The developers of the Manjaro Linux distribution, built on the basis of Arch Linux and aimed at beginners, announced the beginning of testing a new service MDD (Manjaro Data Donor), designed to collect statistics about the system and send it to the external server of the project. The author of the MDD intended to enable telemetry by default (opt-out), but the decision has not yet been approved and, judging by the objections of some developers and users, it is likely that telemetry will be offered as an option requiring prior consent of the user (a request to enable telemetry is proposed to be added to the greeting interface after the first download).
The report includes data such as host name, kernel version, desktop component versions, detailed information about hardware and drivers involved, screen size and resolution information, network device MAC addresses, disk serial numbers, disk partition data, information about the number of running processes and installed packages, versions of basic packages such as systemd, gcc, bash and PipeWire.
The sent data is stored on the project server in the ClickHouse database and visualized using the Grafana platform. The IP addresses of users are not stored, and the hash from the /etc/machine-id
file is used as the system identifier.
Аccording to the code https://github.com/manjaro/mdd/blob/master/mdd.py#L40 sends everything.
I don’t get why someone would use Manjaro after so many fuckups… If you don’t know what I’m talking about, you’re either too new to Linux or don’t care. Just look for “manjaro certificates” or “manjaro drama” and you’ll find out for yourself.
Don’t like it, don’t opt in
Even Debian has popcon
There are lots of benefits for developers to gather telemetry.
Don’t like that? Fork and do your own distro (presumably though you don’t contribute anything to open source, so id expect such people to simply whine and get angry at contributors)

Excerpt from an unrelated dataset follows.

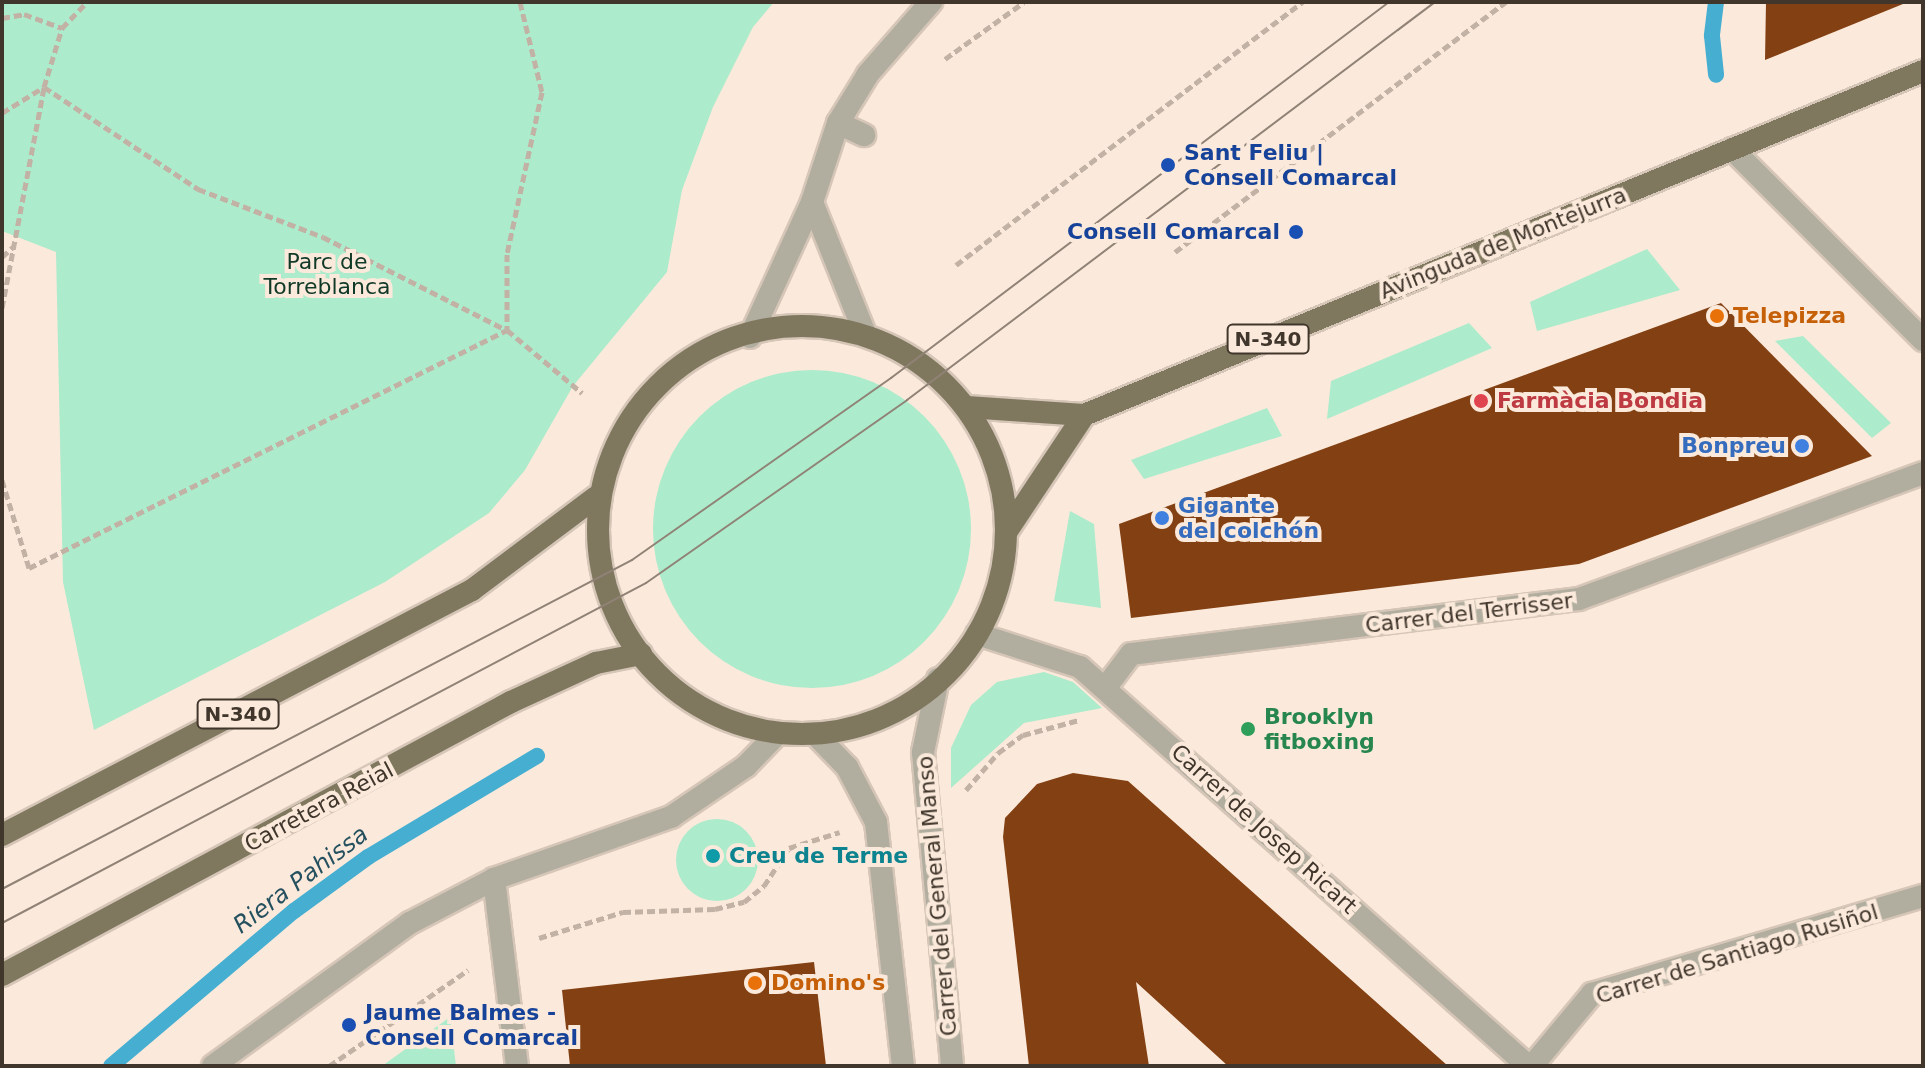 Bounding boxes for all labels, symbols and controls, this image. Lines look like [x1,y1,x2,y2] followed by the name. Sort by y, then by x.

Debian popcon is opt-in, first of all.
Q) What information is reported by popularity-contest ?
A) popularity-contest reports the system vendor [1], the system architecture you use, the version of popularity-contest you use and the list of packages installed on your system. For each package, popularity-contest looks at the most recently used (based on atime) files, and reports the filename, its last access time (atime) and last change time (ctime). However, some files are not considered, because they have unreliable atime. For privacy reasons, the times are truncated to multiple of twelve hours.
[1] i.e. the dpkg Vendor field, see dpkg-vendor(1).
So no fucking MAC addresses and machine-ids and harddrive serial numbers and stuff.
They only want package statistics, the point being to have statistics about the popularity of packages, mainly so they can be prioritized for the CD/DVD isos. You know, information that actually has a use, not hardware identifiers that can only be used for tracking purposes.
Each popularity-contest host is identified by a random 128bit uuid (MY_HOSTID in /etc/popularity-contest.conf). This uuid is used to track submissions issued by the same host. It should be kept secret.
Oh, and by default, IP, unless usetor is enabled
A machine I’d is just a hash too
Can you explain to me how you track Mac address, serial numbers over the internet.
Just fyi, the backend project I made 20 years ago was hardware related. There’s potential reasons to grab this info…
But, if it is a concern, I’m sure they’d welcome submissions to improve the parsing and allow things to be filtered.
In fact, popcon could be used for digital fingerprinting technically
In all likelihood, op never spoke to the manjaro developers either
Yeah, my only concern here was if it was opt-out. That’d be bad.
Now I completely understand the developer on this. This is useful info to have to help decide future changes/features and general direction, but balancing the right to privacy means this kind of data provision should ALWAYS be opt-in. Microsoft, you hearing me here?
- users can be identified
- probably Opt-out (still in discussion)
Two nogos combined makes nonogogos. Why do they need host name, MAC address and disk serial numbers? Why can’t people set how much they want to send in, like KDE Plasma does? Will the data be shown to the user before its send in? Steam does that perfectly (show data and its opt-in) and that is even a proprietary application. Telemetry is okay if its done right, without user identification, opt-in and not hiding whats sent, preferably in multiple levels of what is being send.
I used Manjaro before and switched to EndeavorOS because I was not happy. Now I am. Manjaro can’t stop being stupid (not the users, I’m not attacking any user here, only the maintainers or developers of Manjaro).
The way I read it, the developer wanted opt-out but it’s likely it will be opt-in. I’m find with opt-in and vehemently against opt-out for telemetry.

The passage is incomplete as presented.